Interestingly, the very fact that about 125 individuals representing the area's largest employers met under one roof in Holland to work together speaks volumes about the character of the region itself.

And for those who don't know them yet, say hello to West Michigan.

Draw of the Region
Ann Harten, vice president of human resources and global information systems at Haworth Inc. and facilitator at the Tuesday meeting held at the Haworth headquarters, says that when it comes to recruiting talent, local businesses first compete against the draws of other regions -- not necessarily other companies.

Hot-shot executives who are considering career moves compare metropolitan areas, so they analyze how West Michigan stacks up against such regions as Nashville, Austin and Milwaukee in making their decisions, she says.

When they shared notes with each other, chief information officers and human resources executives at some of West Michigan's largest global companies discovered they were having the same problem with recruiting top-level talent, simply because there was a fuzzy perception of the area.

About three years ago, Birgit Klohs, president and CEO of The Right Place Inc., organized a meeting among community development associations to develop a solution to the problem of a fragmented image of West Michigan, says Kevin Stotts, vice president of community programs for the Grand Rapids Area Chamber of Commerce. Interested companies agreed to put up seed money to move forward with an assessment of the situation.

The final result was an organization called Quaeris (pronounced 'QWHERE us), Latin for "to seek." By pooling resources of businesses in an eight-county area, Quaeris is aimed at presenting a united image of the area primarily through a comprehensive website called "Hello West Michigan," says Stotts, the organization's interim director. The counties represented include Kent, Ottawa, Allegan, Muskegon, Newaygo, Kalamazoo, Barry, and Ionia.

To get a better picture of the perception people had of West Michigan, the group conducted surveys, focus groups and interviews in the spring of 2009 among recruiters for local companies, hiring managers, relocation specialists and new talent either already recruited here or that had turned down offers.

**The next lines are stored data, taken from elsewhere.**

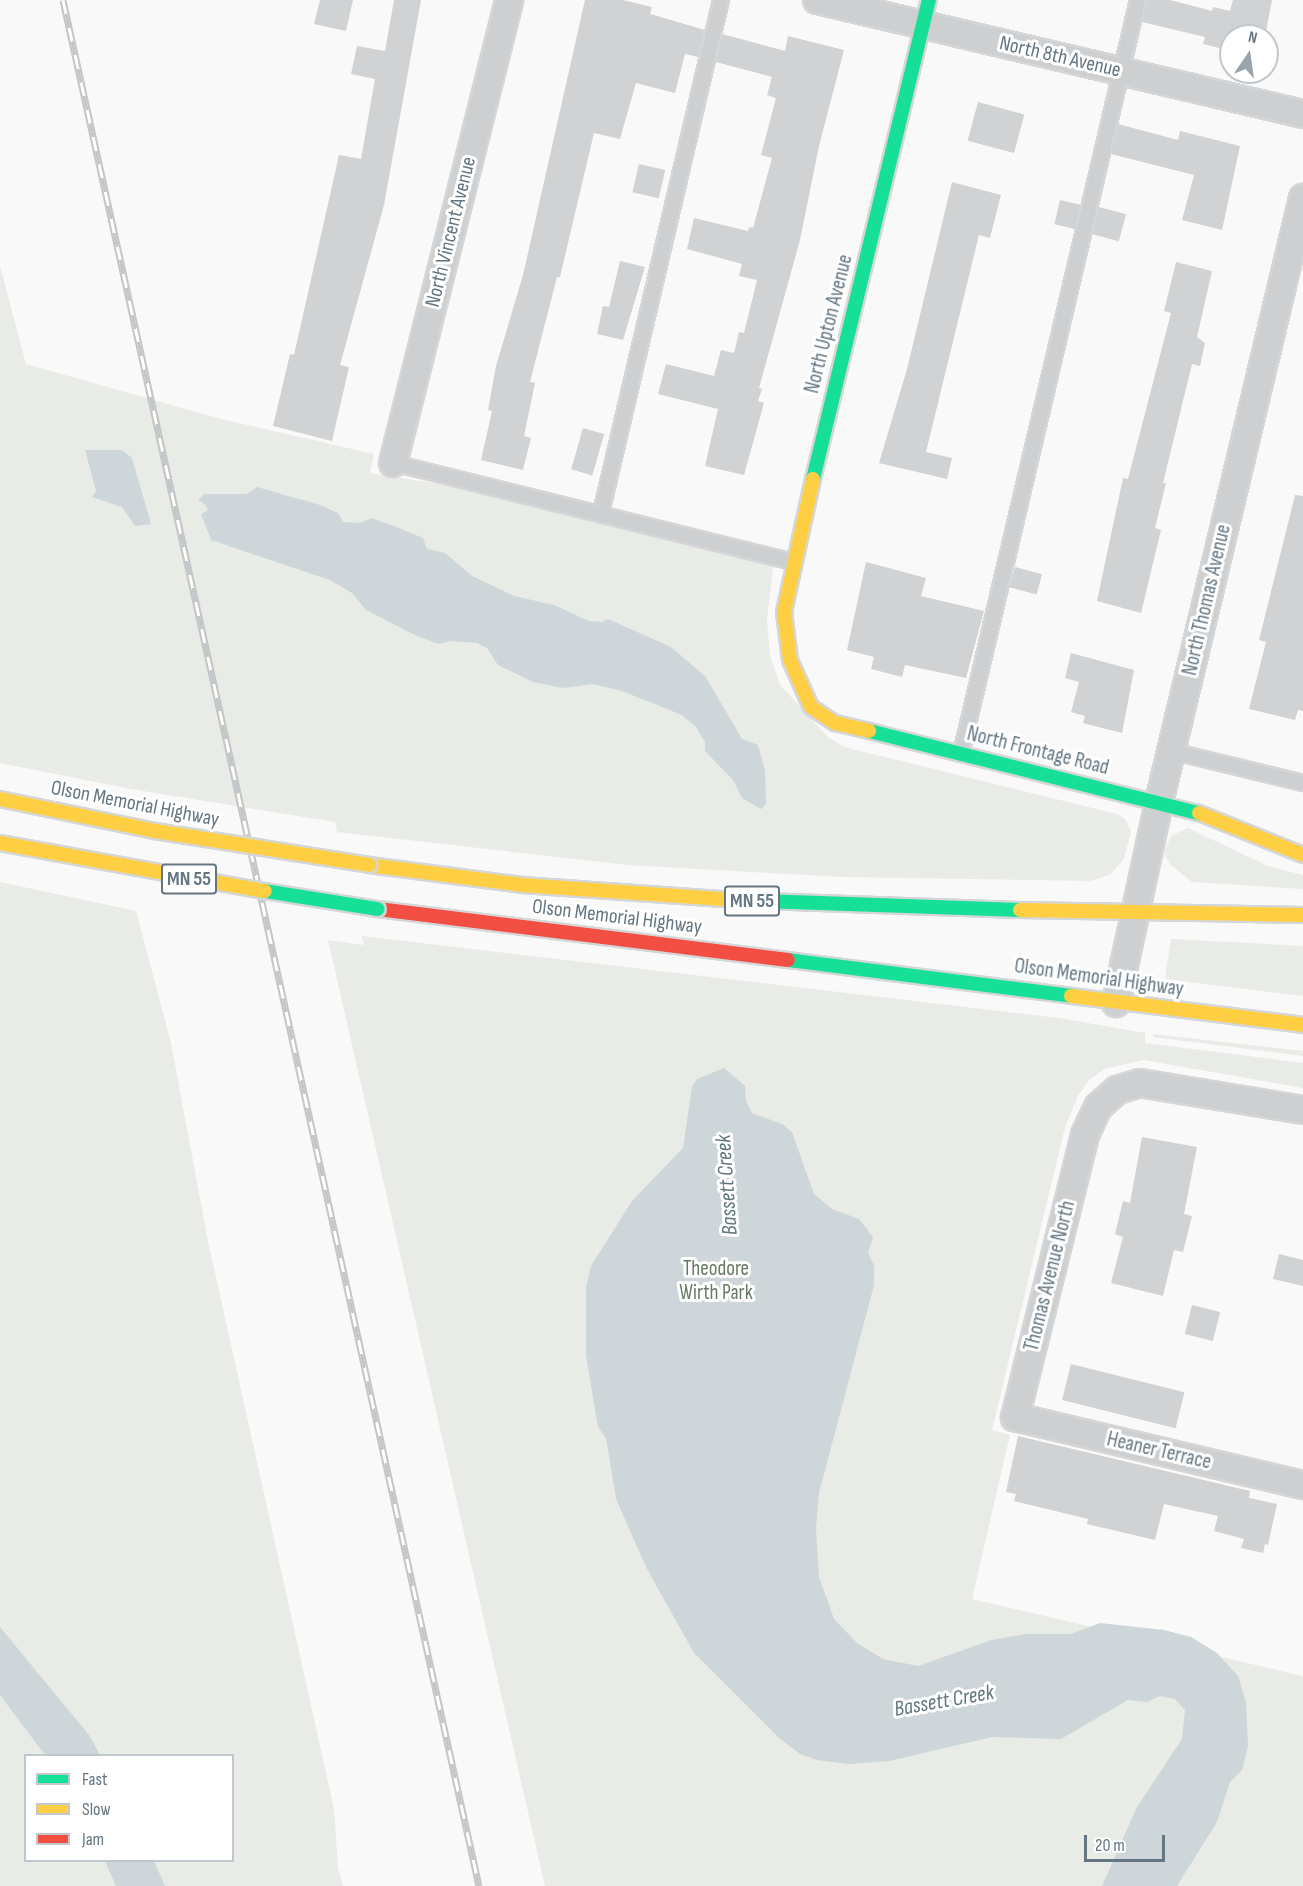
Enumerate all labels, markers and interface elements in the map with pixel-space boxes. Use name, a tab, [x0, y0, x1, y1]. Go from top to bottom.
north arrow	[1219, 24, 1279, 84]
text: N	[1246, 28, 1259, 48]
street label: North 8th Avenue	[997, 31, 1123, 83]
street label: North Vincent Avenue	[420, 154, 482, 310]
street label: North Upton Avenue	[800, 252, 858, 396]
street label: North Thomas Avenue	[1177, 522, 1237, 678]
street label: North Frontage Road	[964, 721, 1112, 781]
street label: Olson Memorial Highway	[49, 775, 221, 833]
road number: MN 55	[160, 862, 218, 896]
road number: MN 55	[724, 884, 780, 918]
street label: Olson Memorial Highway	[531, 894, 703, 940]
street label: Olson Memorial Highway	[1013, 954, 1185, 1002]
water label: Bassett Creek	[710, 1134, 744, 1236]
street label: Thomas Avenue North	[1019, 1198, 1081, 1354]
park label: Theodore Wirth Park	[679, 1256, 753, 1306]
street label: Heaner Terrace	[1104, 1427, 1214, 1475]
water label: Bassett Creek	[892, 1679, 996, 1723]
legend	[24, 1754, 234, 1862]
text: Fast	[82, 1769, 107, 1790]
text: Slow	[82, 1799, 111, 1820]
scale bar	[1087, 1823, 1168, 1861]
text: Jam	[82, 1829, 104, 1850]
text: 20 m	[1095, 1835, 1125, 1856]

"A lot of people thought there was nothing in the state except for automotive manufacturing," Stotts says. "There was the perception that the economy was terrible. Anything west of Lansing was thought to be agricultural."

Communities such as Holland, Grand Haven, Muskegon or Grand Rapids were thought to be suburbs of Detroit. "People didn't have any knowledge of any communities in the area. There was a total lack of awareness as a whole. Everybody was facing the same challenges."

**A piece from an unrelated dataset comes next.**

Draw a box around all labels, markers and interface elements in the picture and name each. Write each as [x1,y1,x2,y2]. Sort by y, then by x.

Stotts himself was struck with two results of the surveys. "One surprise is that whomever is coming with that talent has a very significant say on whether they agree to come to West Michigan and whether or not they stay," he says "It's probably more important after they relocate here as to whether they are happy and satisfied."

The other revelation was the diversity of reasons people were hesitant to seriously consider relocating here. "The reasons varied by individuals," he says.

Some wondered if it was an "inclusive" region, others questioned whether there would be enough cultural activities, while others wondered if there would be high caliber sporting events or schools. "Minority candidates wanted to fit into West Michigan," Stotts says.

Sharing the Message
"The talent doesn't see the breadth of opportunities West Michigan offers," Harten says. She should know. Four years ago, Harten moved to the area from Chicago with a vague notion about the region. She says she soon realized "there was a message that needed to be shared. There are plenty of reasons we fall in love with West Michigan."

Harten likens the campaign to the effort to develop Silicon Valley. It didn't become a hotbed for technology just by coincidence, she says, as "it took people with vision to turn that area into what it is today."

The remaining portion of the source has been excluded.